Relation to label-free FM adaptation (FINO; Gardès et al., 2026). Concurrent work adapts vision foundation models to scientific domains without task labels by guiding a self-supervised objective with metadata, training the backbone. Our work is orthogonal and complementary: we keep the backbone frozen, use no metadata or labels, and contribute a geometric analysis (where the signal lives), a token economy (membership pruning, routed depth), a retention certificate, and a law on objective choice — none of which an adaptation method addresses. The two compose: our probe can be run on a FINO-adapted backbone to test whether metadata-guided adaptation preserves the mid-layer concentration subspace at depth and improves rare-signal separability (a question our training-free steering result, Sec. 6 / companion study, shows cannot be solved without a training signal). Their result is also indirect support for our mechanism: counteracting depth-globalization of informative local factors is plausibly part of why metadata guidance helps.
8. Limitations
- The method helps only where feature density localizes the lesion (liver = characterized failure); a deployment check on density-AUROC is required, with attention fallback.
- Faithfulness of coverage as a proxy is moderate, not tight, and not better than saliency under the random-pruning protocol.

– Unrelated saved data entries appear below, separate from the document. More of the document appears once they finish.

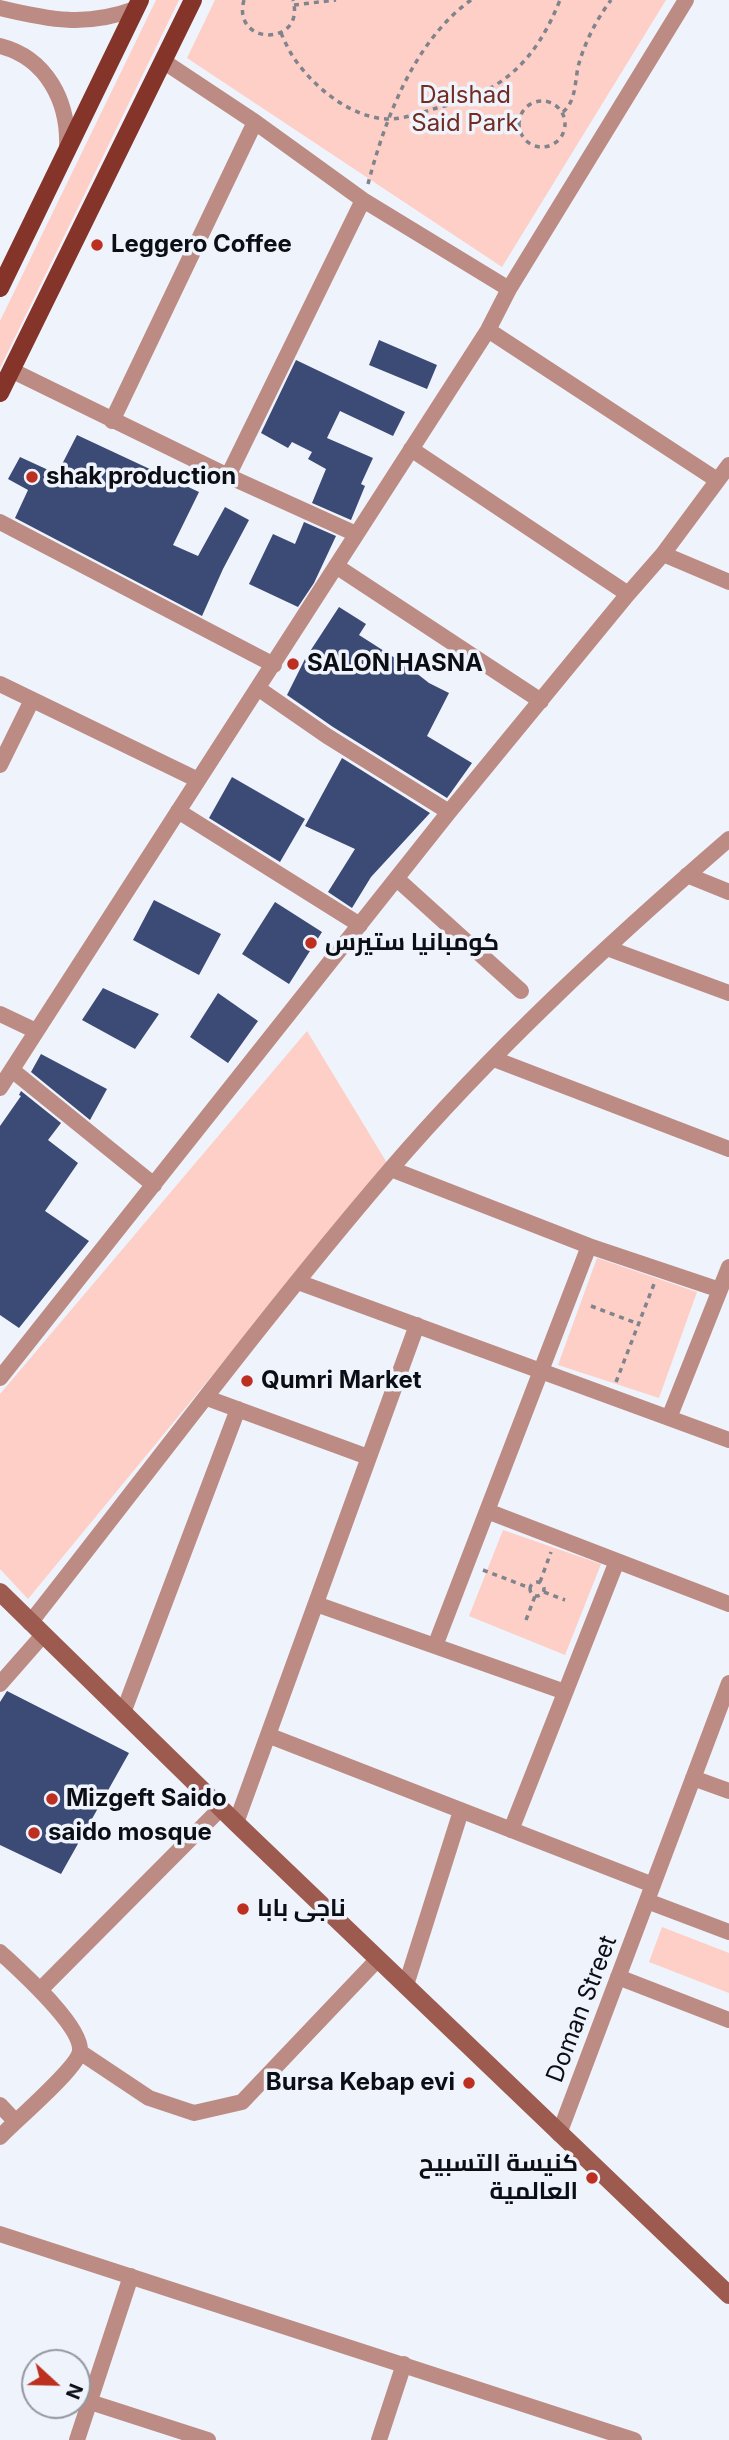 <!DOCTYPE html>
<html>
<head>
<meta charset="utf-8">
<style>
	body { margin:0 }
	#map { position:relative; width:729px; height:2440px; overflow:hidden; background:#eff3fc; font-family:Inter,sans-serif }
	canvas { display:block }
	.north { position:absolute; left:21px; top:2349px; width:70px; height:70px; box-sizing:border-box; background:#eff3fc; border:2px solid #9497a0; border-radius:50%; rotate:112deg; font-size:19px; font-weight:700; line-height:28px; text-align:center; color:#0b0e15 }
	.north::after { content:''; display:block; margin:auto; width:24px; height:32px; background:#bd3021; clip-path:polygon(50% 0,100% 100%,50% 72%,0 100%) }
</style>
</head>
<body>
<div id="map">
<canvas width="729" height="2440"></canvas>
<div class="north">N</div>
</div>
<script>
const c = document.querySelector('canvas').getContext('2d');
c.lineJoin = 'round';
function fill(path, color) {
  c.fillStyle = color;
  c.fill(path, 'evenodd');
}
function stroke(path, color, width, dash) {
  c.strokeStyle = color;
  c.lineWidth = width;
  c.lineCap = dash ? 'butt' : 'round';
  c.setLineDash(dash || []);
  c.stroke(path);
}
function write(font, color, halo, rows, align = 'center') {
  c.font = font + ' Inter,Cairo,sans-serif';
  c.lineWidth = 7;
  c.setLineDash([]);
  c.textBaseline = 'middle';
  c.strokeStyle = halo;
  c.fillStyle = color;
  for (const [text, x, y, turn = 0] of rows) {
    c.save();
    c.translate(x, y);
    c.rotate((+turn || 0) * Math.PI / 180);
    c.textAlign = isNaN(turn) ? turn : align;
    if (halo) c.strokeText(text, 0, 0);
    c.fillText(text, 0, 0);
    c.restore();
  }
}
fill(new Path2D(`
	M 156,0 L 179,0 L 0,368 L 0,321 Z
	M 215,0 L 666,0 L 502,267 L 187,58 Z
	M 307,1031 L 387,1163 L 28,1599 L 0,1569 L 0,1394 Z
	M 597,1258 L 697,1292 L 659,1398 L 558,1365 Z
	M 503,1530 L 601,1564 L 565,1655 L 469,1616 Z
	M 662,1927 L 729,1953 L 729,1993 L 649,1962 Z`), '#fdcfc6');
fill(new Path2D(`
	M 379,340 L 437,365 L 427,389 L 369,365 Z
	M 296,360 L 405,412 L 393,436 L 340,411 L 327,438 L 373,458 L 361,484 L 365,486 L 351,520 L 312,503 L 326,469 L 308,459 L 312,452 L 292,442 L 288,448 L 261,433 Z
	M 77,435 L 199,492 L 173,545 L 198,556 L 225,507 L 249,520 L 223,569 L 202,616 L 15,518 L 28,490 L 8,479 L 20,457 L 57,474 Z
	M 304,522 L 336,536 L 314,583 L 298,607 L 249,584 L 273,534 L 295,544 Z
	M 339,607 L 366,624 L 359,635 L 406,665 L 429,683 L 449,693 L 427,736 L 472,763 L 447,798 L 333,727 L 287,695 L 305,659 Z
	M 342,758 L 430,813 L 371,877 L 352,908 L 328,892 L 355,849 L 305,826 Z
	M 232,777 L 305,819 L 280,862 L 209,818 Z
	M 154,900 L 221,934 L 199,975 L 133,940 Z
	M 275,902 L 322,932 L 289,984 L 242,954 Z
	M 103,988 L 159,1014 L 135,1049 L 82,1020 Z
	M 218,993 L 258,1021 L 228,1063 L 190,1037 Z
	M 41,1054 L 107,1089 L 90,1120 L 31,1072 Z
	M 21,1091 L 61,1123 L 48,1140 L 78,1163 L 45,1211 L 89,1241 L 19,1328 L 0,1315 L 0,1126 L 21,1096 L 19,1095 Z
	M 7,1691 L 129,1753 L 61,1874 L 0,1845 L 0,1702 Z`), '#3c4b75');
stroke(new Path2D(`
	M 244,0 C 231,46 306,47 293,0
	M 294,5 L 336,0
	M 281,33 C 285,42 290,53 296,61 C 316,89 353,119 390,119 C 405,119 422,112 437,108 C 503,92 535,62 560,0
	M519 124a23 23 0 1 1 46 0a23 23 0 1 1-46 0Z
	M 563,112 C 578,99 574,77 580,60 C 587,38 597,19 611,0
	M 368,184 C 385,119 414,41 471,0
	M 591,1306 L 639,1324
	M 616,1382 L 654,1284
	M 483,1570 L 530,1588
	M530 1589a7 7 0 1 1 14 0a7 7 0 1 1-14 0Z
	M 540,1582 L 551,1552
	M 544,1592 L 565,1600
	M 526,1620 L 535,1596`), '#80848c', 3.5, [5, 5]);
stroke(new Path2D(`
	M 0,8 C 50,20 86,27 135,9
	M 0,46 C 47,58 69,102 67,148
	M 163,61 L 255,122 L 363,200 L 509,289
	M 488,330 L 717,480
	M 11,370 L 228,476 L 356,534
	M 112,421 L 255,122
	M 411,449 L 628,594
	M 228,476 L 363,200
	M 0,522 L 274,665
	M 663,554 L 729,582
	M 336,566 L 541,701
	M 0,684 L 198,780
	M 259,689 L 327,736 L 449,812
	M 0,765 L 32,700
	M 178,811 L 360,925
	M 687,875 L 729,892
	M 397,879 L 521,991
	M 607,948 L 729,993
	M 0,1014 L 36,1031
	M 494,1059 L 729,1149
	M 12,1070 L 154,1185
	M 0,1088 C 163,836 326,584 488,330 L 509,289 L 686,0
	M 391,1169 L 589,1246 L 720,1290
	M 298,1282 L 729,1440
	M 0,1378 L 449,812 L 628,594 L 663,554 L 729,465
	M 207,1398 L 368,1457
	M 669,1418 L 729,1267
	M 487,1511 L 729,1604
	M 316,1604 L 565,1692
	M 30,1623 C 149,1472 264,1317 389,1171 C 492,1051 610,942 729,839
	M 435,1646 L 589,1246
	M 0,1684 L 43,1635
	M 123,1713 L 238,1409
	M 270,1736 L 653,1885
	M 693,1778 L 729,1791
	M 236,1823 L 417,1325
	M 511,1830 L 617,1561
	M 647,1901 L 729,1932
	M 0,1952 C 19,1970 82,2025 80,2051 C 78,2068 15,2121 0,2137
	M 618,1977 L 729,2020
	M 406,1985 L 461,1811
	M 40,1990 L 221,1808
	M 80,2052 L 149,2098 L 194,2113 L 242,2102 L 378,1959
	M 0,2105 L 15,2121
	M 559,2134 L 729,1683
	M 0,2234 L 634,2440
	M 90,2402 L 208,2440
	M 77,2440 L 131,2276
	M 379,2440 L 404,2364`), '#bc8c84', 16);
stroke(new Path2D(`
	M 0,1592 L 236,1823 L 729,2295`), '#9d5a4f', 18);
stroke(new Path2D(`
	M 0,288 L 140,0
	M 0,393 L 193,0`), '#843429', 18);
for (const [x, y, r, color] of [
	[97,245,7,"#bd3021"],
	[32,477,7,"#bd3021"],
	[293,664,7,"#bd3021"],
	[311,943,7,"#bd3021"],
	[247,1381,7,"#bd3021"],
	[52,1799,7,"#bd3021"],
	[34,1833,7,"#bd3021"],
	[243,1909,7,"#bd3021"],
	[469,2083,7,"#bd3021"],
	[592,2178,7,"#bd3021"]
]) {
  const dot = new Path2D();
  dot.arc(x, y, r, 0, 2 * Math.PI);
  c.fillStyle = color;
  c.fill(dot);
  stroke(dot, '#eff3fc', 2.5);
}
write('24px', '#722c22', '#eff3fc', [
	["Dalshad",465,96],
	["Said Park",465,124]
]);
write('bold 24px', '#0b0e15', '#eff3fc', [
	["Leggero Coffee",111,245],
	["shak production",46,477],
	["SALON HASNA",307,664],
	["كومبانيا ستيرس",325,943],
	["Qumri Market",261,1381],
	["Mizgeft Saido",66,1799],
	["saido mosque",48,1833],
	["ناجى بابا",257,1909],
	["Bursa Kebap evi",455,2083,"right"],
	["كنيسة التسبيح",578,2164,"right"],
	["العالمية",578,2192,"right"]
], 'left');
write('24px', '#0b0e15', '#eff3fc', [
	["Doman Street",582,2009,-69]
]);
</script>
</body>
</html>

- Pretraining-time application is untested (inference-time/fine-tuning only); the conformal guarantee assumes exchangeable calibration/test data.
9. Conclusion
The contribution is the label-free lesion subspace — a mid-layer geometry that localizes lesions without labels across modality and backbone — together with membership pruning, a conformal retention certificate, and lesion-routed depth. The coverage-constrained optimization we began with is reported as a clean negative whose mechanism (rank rewards spanning, rare pathology needs concentration) is a transferable caution for medical SSL.
Appendix A — Gate ledger (locked Phase-1b thresholds)

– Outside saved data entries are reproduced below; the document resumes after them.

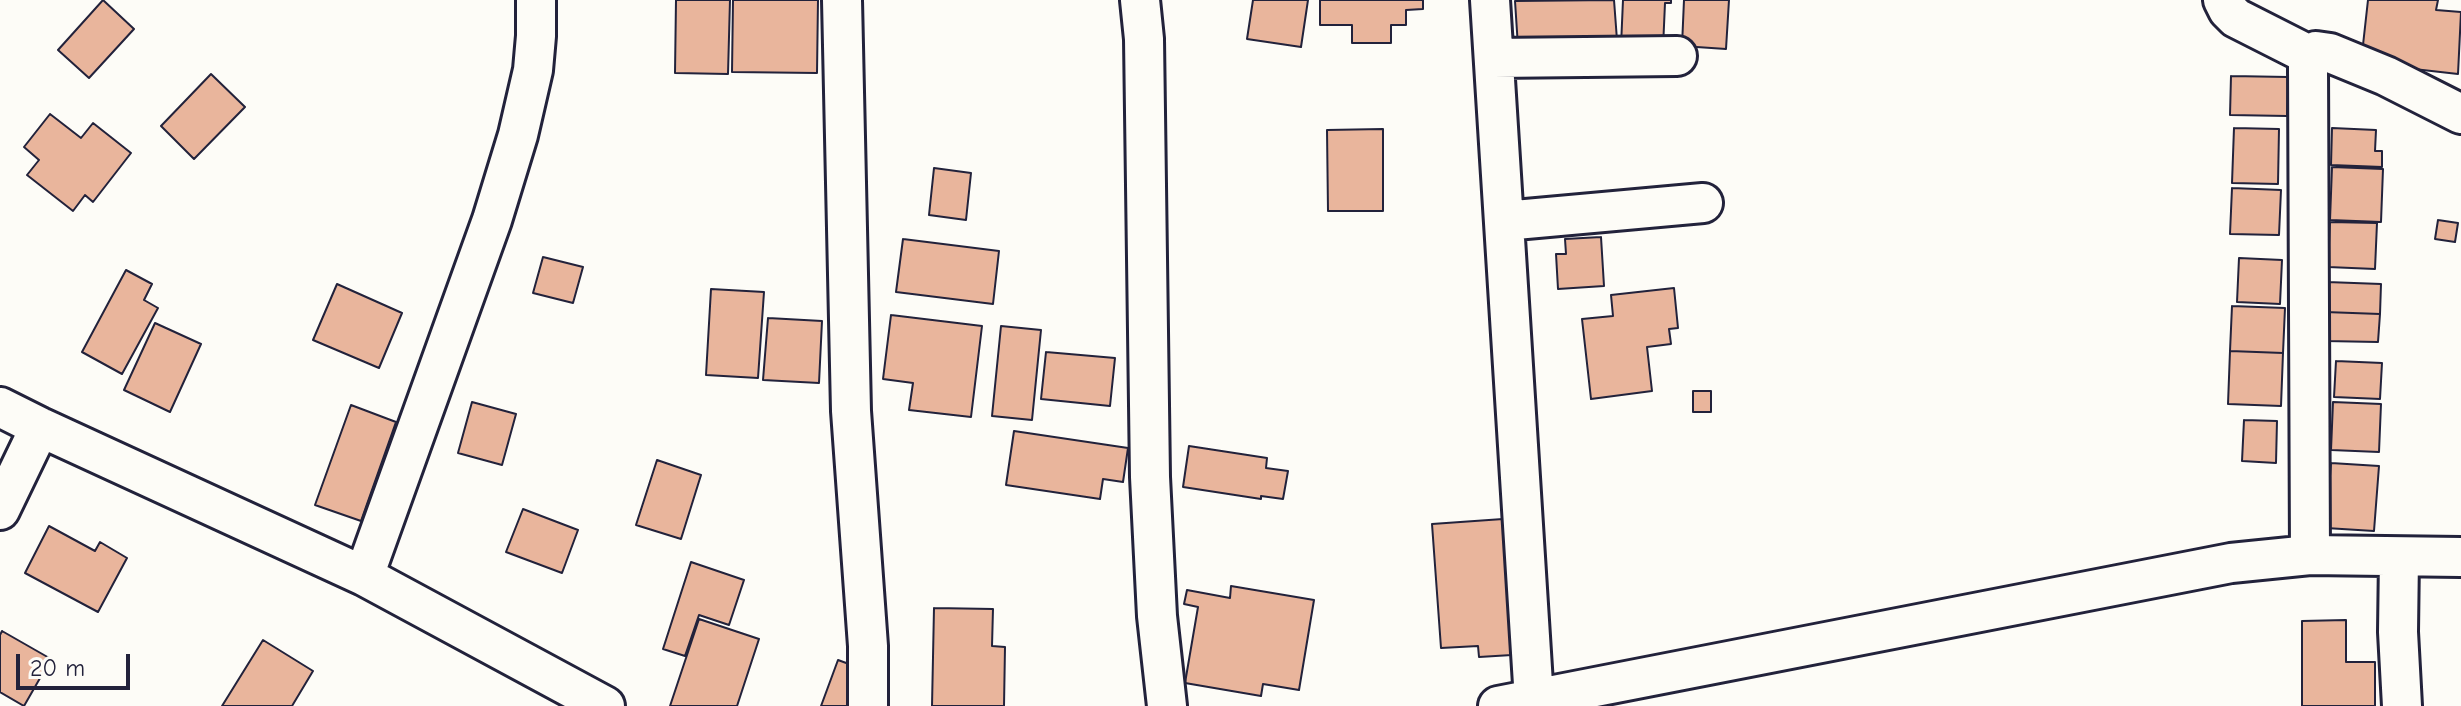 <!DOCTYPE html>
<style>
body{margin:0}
#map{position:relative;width:2461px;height:706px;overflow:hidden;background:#fdfcf7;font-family:"Comic Neue",sans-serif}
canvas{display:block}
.scale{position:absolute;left:16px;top:654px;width:114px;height:36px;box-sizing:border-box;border:4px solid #22223b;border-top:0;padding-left:10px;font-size:24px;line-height:28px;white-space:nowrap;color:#22223b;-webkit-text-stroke:6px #fdfcf7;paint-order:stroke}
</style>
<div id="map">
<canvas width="2461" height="706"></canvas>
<div class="scale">20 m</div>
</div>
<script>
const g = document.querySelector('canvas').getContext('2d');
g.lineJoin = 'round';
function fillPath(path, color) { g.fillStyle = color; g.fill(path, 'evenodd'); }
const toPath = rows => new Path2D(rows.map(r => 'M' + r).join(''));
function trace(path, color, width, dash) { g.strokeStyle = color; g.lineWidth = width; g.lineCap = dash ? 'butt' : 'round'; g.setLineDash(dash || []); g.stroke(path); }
const building = toPath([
 [103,0,134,29,89,78,58,50,103,0],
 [676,0,730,0,728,74,675,73,676,0],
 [733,0,818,0,817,73,732,72,733,0],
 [1253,0,1308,0,1301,47,1247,39,1253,0],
 [1320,0,1423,0,1423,9,1406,10,1406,25,1391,25,1391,43,1352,43,1352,25,1320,25,1320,0],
 [1614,0,1617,40,1518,47,1515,1,1614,0],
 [1623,0,1671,0,1671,3,1665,3,1663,48,1621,46,1623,0],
 [1684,0,1729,0,1726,49,1682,46,1684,0],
 [2368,0,2438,0,2436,10,2461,12,2458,74,2361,63,2368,0],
 [211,74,245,107,194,159,161,126,211,74],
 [2231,76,2288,77,2287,116,2230,115,2231,76],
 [50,114,81,138,93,123,131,153,93,202,85,195,73,211,27,175,39,160,24,147,50,114],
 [2234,128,2279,129,2278,184,2232,183,2234,128],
 [2332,128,2376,130,2375,151,2382,151,2382,167,2331,165,2332,128],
 [1383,129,1383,211,1328,211,1327,130,1383,129],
 [2332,167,2383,169,2381,222,2330,220,2332,167],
 [934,168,971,173,966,220,929,215,934,168],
 [2232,188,2281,190,2279,235,2230,234,2232,188],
 [2438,220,2458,223,2455,242,2435,239,2438,220],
 [2330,222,2377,223,2375,269,2328,267,2330,222],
 [1601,237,1604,286,1558,289,1556,254,1566,254,1565,239,1601,237],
 [903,239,999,251,993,304,896,292,903,239],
 [543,257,583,267,573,303,533,293,543,257],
 [2239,258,2282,260,2280,304,2237,302,2239,258],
 [126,270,152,284,144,300,158,308,122,374,82,352,126,270],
 [2327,282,2381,284,2380,314,2325,312,2327,282],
 [337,284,402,313,379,368,313,340,337,284],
 [1674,288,1678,328,1669,329,1671,344,1647,347,1652,391,1591,399,1582,319,1613,316,1611,295,1674,288],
 [711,289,764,292,758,378,706,375,711,289],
 [2232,306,2285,308,2283,353,2230,351,2232,306],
 [2325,312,2380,314,2378,342,2325,341,2325,312],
 [891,315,982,326,971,417,909,410,913,383,883,379,891,315],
 [768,318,822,321,819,383,763,380,768,318],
 [155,323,201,344,170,412,124,390,155,323],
 [1001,326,1041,330,1032,420,992,416,1001,326],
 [2230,351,2283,353,2281,406,2228,404,2230,351],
 [1046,352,1115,358,1110,406,1041,399,1046,352],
 [2336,361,2382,363,2380,399,2334,397,2336,361],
 [1693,391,1711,391,1711,412,1693,412,1693,391],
 [472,402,516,414,502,465,458,453,472,402],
 [2333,402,2381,404,2379,452,2331,450,2333,402],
 [351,405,396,422,361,521,315,505,351,405],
 [2244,420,2277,421,2276,463,2242,461,2244,420],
 [1014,431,1128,448,1123,482,1103,479,1100,499,1006,485,1014,431],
 [1189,446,1267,458,1266,468,1288,471,1283,499,1261,496,1261,499,1183,487,1189,446],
 [657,460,701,475,681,539,636,525,657,460],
 [2331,463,2379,466,2374,531,2326,528,2331,463],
 [523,509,578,530,562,573,506,552,523,509],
 [1503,519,1512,655,1479,657,1478,646,1441,648,1432,524,1503,519],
 [49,526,95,551,100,542,127,558,98,612,25,573,49,526],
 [691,562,744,580,729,625,699,615,685,656,663,649,691,562],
 [1231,586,1314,600,1299,690,1263,684,1261,696,1185,683,1198,607,1184,604,1187,590,1230,598,1231,586],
 [934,608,993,609,992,646,1005,647,1004,706,932,706,934,608],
 [699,619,759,639,737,706,670,706,699,619],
 [2346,620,2346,662,2375,662,2375,706,2302,706,2302,621,2346,620],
 [2,631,51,659,24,706,0,692,0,635,2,631],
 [263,640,313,671,292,706,222,706,263,640],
 [838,660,868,671,855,706,821,706,838,660]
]);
fillPath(building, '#e9b59c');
trace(building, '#22223b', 2);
const minor = toPath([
 [842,0,851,411,868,646,868,706],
 [1140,0,1144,39,1150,477,1157,616,1167,706],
 [1490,0,1534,700],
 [2223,0,2228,10,2236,18,2311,56],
 [1494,58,1677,56],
 [1504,221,1703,203],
 [0,407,40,427,364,576,605,706],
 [0,510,40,427],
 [2310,555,2308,67,2311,56,2316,51,2330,53,2386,76,2461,114],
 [2399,557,2398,632,2402,706],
 [364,576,492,220,518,135,533,70,536,36,536,0],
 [1498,706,2231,563,2310,555,2461,557]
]);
trace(minor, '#22223b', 44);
trace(minor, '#fdfcf7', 38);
</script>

| Gate | Verdict | Key number |
|---|---|---|
| 0 reproducibility | PASS | frozen load, Δ=0, 2.1M-token bank |
| 1 subspace validity | PASS | density-A 0.871, +0.105 vs attention |
| 2 faithfulness | guard PASS; not superior | coverage 0.480 vs saliency 0.479 (tied) |
| 3 membership pruning > saliency | PASS | LIDC, KiTS23, BUSI (CT + ultrasound) |
| 4 coverage floor | NEGATIVE | floor 0.22 vs subspace 0.82 @0.25 |
| 5 invariance | FALLBACK | inference-time |
| 6 conformal retention cert. | PASS | empirical 0.978 ≥ 0.90 |
| 6 lesion-routed depth | PASS | 1.6× FLOPs @ 98% sensitivity |
| 6 volumetric | PARTIAL | ~2× at 82% lesion mass (tunable) |
Appendix B — Reproducibility
All experiments ran as Hugging Face Jobs (MedDINOv3 ricklisz123/MedDINOv3-ViTB-16-CT-3M,
DINOv2 facebook/dinov2-base). Artifacts (token banks, materialized masks, per-gate metrics) in
the processed/covtoken/ bucket; per-gate decision records in covtoken/gate_reports/; locked
thresholds in covtoken/configs/thresholds.lock.json.